A community news source for residents of the HarriOak neighborhood in Oakland, CA.

Monday, May 4, 2009

No Need for An Uptown Parking Lot

This commentary was originally published by the Oakland Tribune. It is reprinted with permission from its author.

My Word: No need for 'interim' parking lot in Uptown Oakland
By Shannon Bowman

AMID A staggering budget deficit, stalled development projects, and a mayoral administration perceived as inept, the Uptown area serves as a beacon of pride for Oakland. Three upscale bars have opened in the past month just on the stretch of Telegraph Avenue between 17th-20th Streets. Flora restaurant and Luca's are packed nightly and shine as symbols of the burgeoning restaurant and night life scenes in Uptown.

The Uptown renaissance is occurring despite a huge blemish in the heart of the district — a one-acre mud pit surrounded by an eight-foot chain link fence on the prominent corner of Telegraph and 19th. The future use of this site — flanked by the dazzling Fox Theatre and the handsome Uptown apartments, and located across the street from the art-deco landmark building housing Flora — is pivotal to the continued transformation of Uptown into a vibrant walkable district.

A residential tower has been approved for this lot; but the developer, Forest City, does not anticipate commencing construction for at least three years due to current market conditions.

Some City Council members are advocating for a 120-space interim surface parking lot on the site for Fox concertgoers, despite the thousands of street and parking lot spaces located within blocks of the venue. The 482-space Franklin Plaza Garage, which closes at 7 p.m., could stay open later during Fox events if necessary.

Council members are hearkening back to the 1970s automobile-oriented city planning model, rooted in the belief that drivers should never suffer the indignity of walking more than a few feet from their car door to the front entrance of the final destination.

The parking lot proposal ignores the larger picture. While maximizing parking for the Fox might sell a few more tickets, a surface parking lot consuming an entire city block on Telegraph will jeopardize the revival of the entire district. A one-acre mass of asphalt and sea of cars will deter pedestrians contemplating a stroll up Telegraph to explore the new restaurants, bars and shops.

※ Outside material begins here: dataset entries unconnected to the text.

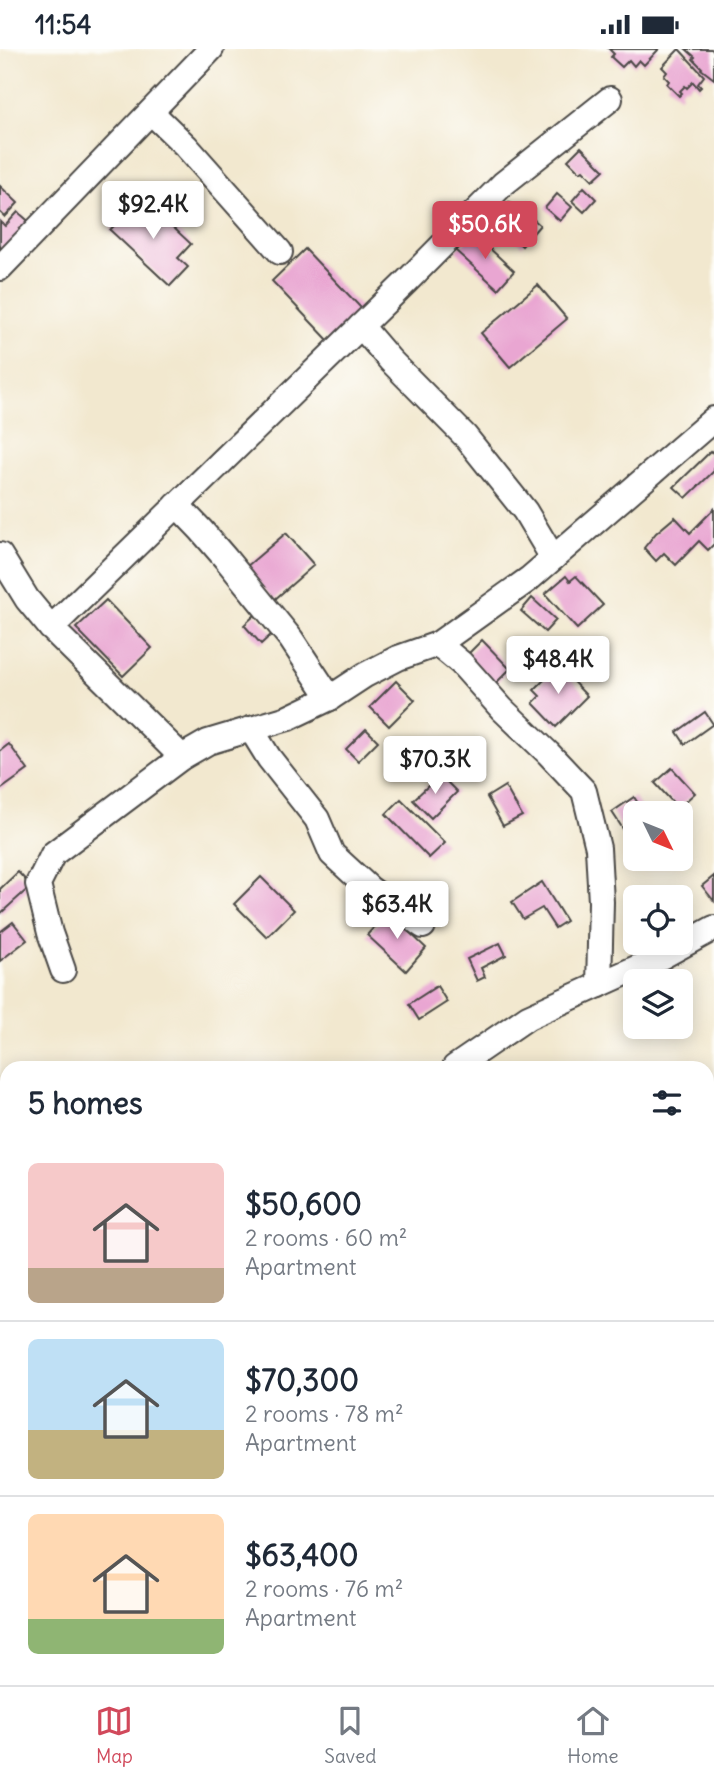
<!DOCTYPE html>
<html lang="en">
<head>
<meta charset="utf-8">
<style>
  :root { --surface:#fff; --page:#f2f2f3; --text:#1f2937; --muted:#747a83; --line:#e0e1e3; --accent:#d1495b }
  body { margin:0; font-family:Delius,sans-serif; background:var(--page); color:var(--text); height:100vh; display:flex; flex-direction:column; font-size:26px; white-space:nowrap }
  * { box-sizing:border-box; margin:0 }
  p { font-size:23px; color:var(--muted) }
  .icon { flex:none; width:38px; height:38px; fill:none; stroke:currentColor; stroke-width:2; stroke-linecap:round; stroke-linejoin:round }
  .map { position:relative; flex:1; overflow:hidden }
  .side { position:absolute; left:0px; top:1012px; width:714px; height:625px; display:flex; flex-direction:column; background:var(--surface); border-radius:21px 21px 0 0; box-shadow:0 4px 18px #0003 }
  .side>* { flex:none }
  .needle { width:46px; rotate:133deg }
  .buttons { position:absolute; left:623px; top:752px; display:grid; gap:14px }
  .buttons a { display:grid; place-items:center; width:70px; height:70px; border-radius:10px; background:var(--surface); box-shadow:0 4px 18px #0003; font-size:35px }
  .price { position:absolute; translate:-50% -60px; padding:0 16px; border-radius:7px; background:#fff; color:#222; font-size:23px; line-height:46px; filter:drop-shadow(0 2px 4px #0008) }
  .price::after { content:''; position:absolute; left:50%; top:42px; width:21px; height:16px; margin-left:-10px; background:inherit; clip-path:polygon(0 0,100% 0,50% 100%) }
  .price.on { background:var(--accent); color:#fff }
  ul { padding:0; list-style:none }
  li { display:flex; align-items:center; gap:21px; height:175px; padding:0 28px }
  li+li { border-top:2px solid var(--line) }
  li span { display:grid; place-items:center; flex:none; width:196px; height:140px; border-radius:10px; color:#555 }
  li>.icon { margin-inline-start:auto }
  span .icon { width:84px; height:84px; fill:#fffc; stroke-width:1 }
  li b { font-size:30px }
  h2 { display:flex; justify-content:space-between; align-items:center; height:84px; padding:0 28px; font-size:30px }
  .status { display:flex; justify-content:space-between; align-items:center; height:49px; padding:0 35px; background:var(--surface); direction:ltr }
  .status svg { height:19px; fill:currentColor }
  .menu { display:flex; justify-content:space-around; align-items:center; height:98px; border-top:2px solid var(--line); background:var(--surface); font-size:19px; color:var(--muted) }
  .menu a { display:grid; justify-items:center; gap:4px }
  .menu .on { color:var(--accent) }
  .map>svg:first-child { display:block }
</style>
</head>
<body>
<div class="status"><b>11:54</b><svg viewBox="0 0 49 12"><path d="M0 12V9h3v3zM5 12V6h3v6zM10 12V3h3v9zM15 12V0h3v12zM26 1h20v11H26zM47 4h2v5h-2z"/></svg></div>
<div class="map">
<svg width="714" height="1636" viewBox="0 0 714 1636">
  <rect width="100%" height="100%" fill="#fdfcf7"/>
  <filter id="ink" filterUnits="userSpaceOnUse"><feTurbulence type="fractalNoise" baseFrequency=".0143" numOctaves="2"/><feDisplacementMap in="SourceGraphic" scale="14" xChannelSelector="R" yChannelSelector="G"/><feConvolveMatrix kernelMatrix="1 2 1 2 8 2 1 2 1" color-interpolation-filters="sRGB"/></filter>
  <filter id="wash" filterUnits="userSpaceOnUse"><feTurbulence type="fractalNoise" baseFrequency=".00686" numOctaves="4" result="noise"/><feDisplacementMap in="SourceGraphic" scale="28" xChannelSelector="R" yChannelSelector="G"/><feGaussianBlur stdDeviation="1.57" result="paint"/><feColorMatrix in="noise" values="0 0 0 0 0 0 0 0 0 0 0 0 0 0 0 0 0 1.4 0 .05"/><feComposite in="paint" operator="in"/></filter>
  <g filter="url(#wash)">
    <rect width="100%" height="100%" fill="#f2e8cf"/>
    <g id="blocks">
      <g fill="#e9a6d2">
        <path d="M609,0h50l-15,16 -5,-5 -5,6 -5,-6 -7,7 -11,-10 3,-3z"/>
        <path d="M679,0l25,27 -6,8 3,3 -2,2 -6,-7 -6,6 -2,-2 -5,5 2,2 -3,3 -12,-12 2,-3 -5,-5 3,-4 -5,-5z"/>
        <path d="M686,0h25l3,2v28l-13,-10 1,-1 -9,-9 2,-2z"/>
        <path d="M581,98l23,23 -11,10 -10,-10 -3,2 -12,-12z"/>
        <path d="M0,137l18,17 -13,14 -5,-5z"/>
        <path d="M584,138l12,12 -12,13 -12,-11z"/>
        <path d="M557,145l15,13 -12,14 -15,-13z"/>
        <path d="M141,148l50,47 -13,14 10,9 -18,19 -60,-56z"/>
        <path d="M509,153l12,10 2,-2 17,15 -18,21 -29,-26z"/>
        <path d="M18,163l16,14 -34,25v-30l5,5z"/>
        <path d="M473,184l41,38 -16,18 -42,-38z"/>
        <path d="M305,200l57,60 -33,32 -57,-60z"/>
        <path d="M538,236l29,34 -57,48 -29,-34z"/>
        <path d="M711,402l3,3v17l-28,27 -12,-11z"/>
        <path d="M714,460v35l-6,6 -9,-9 -23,24 -12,-12 -8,8 -12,-13 12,-15 19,-16 15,16z"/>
        <path d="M286,484l28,32 -40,35 -28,-33z"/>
        <path d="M566,527l4,5 6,-5 27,29 -26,24 -32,-35z"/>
        <path d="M532,549l24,22 -11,12 -24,-21z"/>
        <path d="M106,551l46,48 -29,28 -47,-48z"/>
        <path d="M256,565l17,19 -12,11 -17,-19z"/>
        <path d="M482,591l28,29 -15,15 -28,-29z"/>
        <path d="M558,617l29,30 -31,31 -23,-24 7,-7 -6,-6z"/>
        <path d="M396,632l19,19 -26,26 -19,-19z"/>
        <path d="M705,663l8,12 -28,20 -8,-12z"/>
        <path d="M366,680l12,12 -20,20 -12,-12z"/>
        <path d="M9,695l19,26 -28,20v-39z"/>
        <path d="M672,719l23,25 -17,15 -23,-25z"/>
        <path d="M440,726l17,17 -26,26 -18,-18z"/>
        <path d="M505,737l17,30 -19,10 -16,-29z"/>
        <path d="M634,748l11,17h-10v12l-10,6 -13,-20z"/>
        <path d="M401,750l44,44 -16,15 -43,-44z"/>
        <path d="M18,823l13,14 -31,28v-25z"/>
        <path d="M714,827v25l-12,-15z"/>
        <path d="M261,828l33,33 -27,27 -33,-33z"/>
        <path d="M542,833l24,39 -11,7 -13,-20 -19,11 -11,-17z"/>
        <path d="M388,863l38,36 -20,23 -39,-36z"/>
        <path d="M13,873l14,18 -27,21v-29z"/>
        <path d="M500,894l6,12 -25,13 4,9 -8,4 -10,-22z"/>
        <path d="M437,937l10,16 -28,18 -10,-16z"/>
        <path d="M714,1078v27l-7,4v-27z"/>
        <path d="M7,1277v27l-7,-12v-10z"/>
        <path d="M714,1419v37l-4,1 -3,-12v-24z"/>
        <path d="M7,1500v34l-6,4 -1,-32z"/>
        <path d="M386,1629h50l-6,7h-37z"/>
      </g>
    </g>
  </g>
  <g filter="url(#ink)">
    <use href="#blocks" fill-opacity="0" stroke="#494744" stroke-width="2"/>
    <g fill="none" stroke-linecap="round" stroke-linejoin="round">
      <defs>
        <g id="street">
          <path d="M151,63l35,34 94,106"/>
          <path d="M0,219l211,-219"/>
          <path d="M361,277l29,34 75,76 60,75 28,47"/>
          <path d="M177,456l24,25 25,29 65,80 39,59"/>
          <path d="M0,506l27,44 24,29 131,129"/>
          <path d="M51,579l355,-346 97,-98 107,-85"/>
          <path d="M438,595l91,-65 185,-160"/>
          <path d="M251,680l18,29 48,61 15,35 38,35 53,37"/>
          <path d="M63,921l-13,-37 -12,-49 15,-30 129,-97 26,-15 80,-24 42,-20 35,-23 33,-17 40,-14 23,19 41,46 46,44 36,38 14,57 3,54 -2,83"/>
          <path d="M455,1018l73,-50 135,-61 51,-28"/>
          <path d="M0,1266l7,-3"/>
          <path d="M707,1537l7,12"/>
          <path d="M707,1590l7,-6"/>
          <path d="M652,1636l8,-7"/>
        </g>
      </defs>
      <use href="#street" stroke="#494744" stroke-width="28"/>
      <use href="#street" stroke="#fff" stroke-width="24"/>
    </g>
  </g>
</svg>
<div class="buttons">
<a><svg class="needle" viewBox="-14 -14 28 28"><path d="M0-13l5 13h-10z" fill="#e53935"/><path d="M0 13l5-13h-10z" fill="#747a83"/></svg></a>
<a><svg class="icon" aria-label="locate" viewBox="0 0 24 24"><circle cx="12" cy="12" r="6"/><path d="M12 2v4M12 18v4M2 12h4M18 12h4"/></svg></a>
<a><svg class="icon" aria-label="layers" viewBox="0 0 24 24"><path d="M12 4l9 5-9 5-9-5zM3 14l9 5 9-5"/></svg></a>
</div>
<b class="price" style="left:153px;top:192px">$92.4K</b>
<b class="price on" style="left:485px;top:212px">$50.6K</b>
<b class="price" style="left:558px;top:647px">$48.4K</b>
<b class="price" style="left:435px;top:747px">$70.3K</b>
<b class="price" style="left:397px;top:892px">$63.4K</b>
<section class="side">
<h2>5 homes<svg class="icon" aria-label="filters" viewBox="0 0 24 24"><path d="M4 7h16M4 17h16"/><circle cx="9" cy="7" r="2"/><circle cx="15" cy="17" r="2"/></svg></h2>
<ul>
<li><span style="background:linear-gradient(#f6c9c9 75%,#b9a48a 0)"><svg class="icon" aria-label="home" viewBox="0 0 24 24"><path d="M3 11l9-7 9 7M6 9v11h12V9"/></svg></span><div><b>$50,600</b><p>2 rooms · 60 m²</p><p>Apartment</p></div></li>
<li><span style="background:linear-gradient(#bfe0f5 65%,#c2b280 0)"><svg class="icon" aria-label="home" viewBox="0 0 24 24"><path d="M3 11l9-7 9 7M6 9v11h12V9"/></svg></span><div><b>$70,300</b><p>2 rooms · 78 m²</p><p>Apartment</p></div></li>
<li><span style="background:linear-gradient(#ffd9b3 75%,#8fb573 0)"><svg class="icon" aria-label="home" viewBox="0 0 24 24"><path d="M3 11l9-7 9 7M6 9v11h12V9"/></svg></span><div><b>$63,400</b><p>2 rooms · 76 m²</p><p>Apartment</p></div></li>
</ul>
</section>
</div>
<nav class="menu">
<a class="on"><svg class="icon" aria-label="map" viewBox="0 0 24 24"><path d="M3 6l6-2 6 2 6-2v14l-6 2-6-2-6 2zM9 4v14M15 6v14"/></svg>Map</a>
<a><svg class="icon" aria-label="saved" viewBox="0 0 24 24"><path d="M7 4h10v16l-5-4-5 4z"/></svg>Saved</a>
<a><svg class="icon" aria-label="home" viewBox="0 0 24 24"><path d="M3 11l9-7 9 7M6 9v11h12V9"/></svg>Home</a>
</nav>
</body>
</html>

Shoppers prefer an uninterrupted flow of attractive storefronts and inviting open spaces.

For these reasons, these same City Council members gave Forest City a $60 million subsidy four years ago to eliminate the old surface parking lot at this very site. The previous parking lot was discouraging economic development and investment in Uptown.

Why should we care so much about a temporary parking lot? Because "interim" parking lots often remain for years or decades, depending upon market conditions and developers' whims. The new Cathedral Christ of Light, for example, was built on the site of an "interim" parking lot that remained for more than 40 years.

An alternate proposal for this site is a recreational use, such as a miniature golf course. The city should put out a request for proposals to find recreational operators who could make a profit within three years if the site is leased to them rent-free.

Given that parking revenue over three years is unlikely to exceed the $450,000 cost to build the parking lot, the city will not forego potential revenue by leasing this land to a recreational operator for free. If no reputable operators respond, then the city can reconsider the parking lot.

Another alternate proposal is to lay sod, add lighting, and convert the vacant lot into a no-frills open space and community garden for the public. In an admission that this option is feasible, City Council members Pat Kernighan and Jane Brunner have each stated their opposition to a public open space on the site because the public will grow to like it and "never let it be taken away" to accommodate the condo project slated to be built in three years. This would hardly be a nightmare scenario.

If a piece of urban open space becomes popular and well-used, our downtown would be enhanced. And because this parcel is 1.2 acres, a decent urban designer could easily lay out a site plan that includes Forest City's residential tower while preserving a significant portion of the open space.

Over the next three years or longer, a fun recreational use at this site will promote the pedestrian-friendly arts and entertainment corridor that is shaping up on this stretch of Telegraph. A surface parking lot will stymie this progress. City Council members: let's incorporate elements of modern urban design that will promote business activity in Uptown.

To voice your opinion, attend the City Council meeting at 6 p.m. Tuesday at City Hall. You can also e-mail Friends4VibrantUptown at gmail dot com.

Shannon Bowman is a member of Downtown Lake Merritt Neighborhood Group.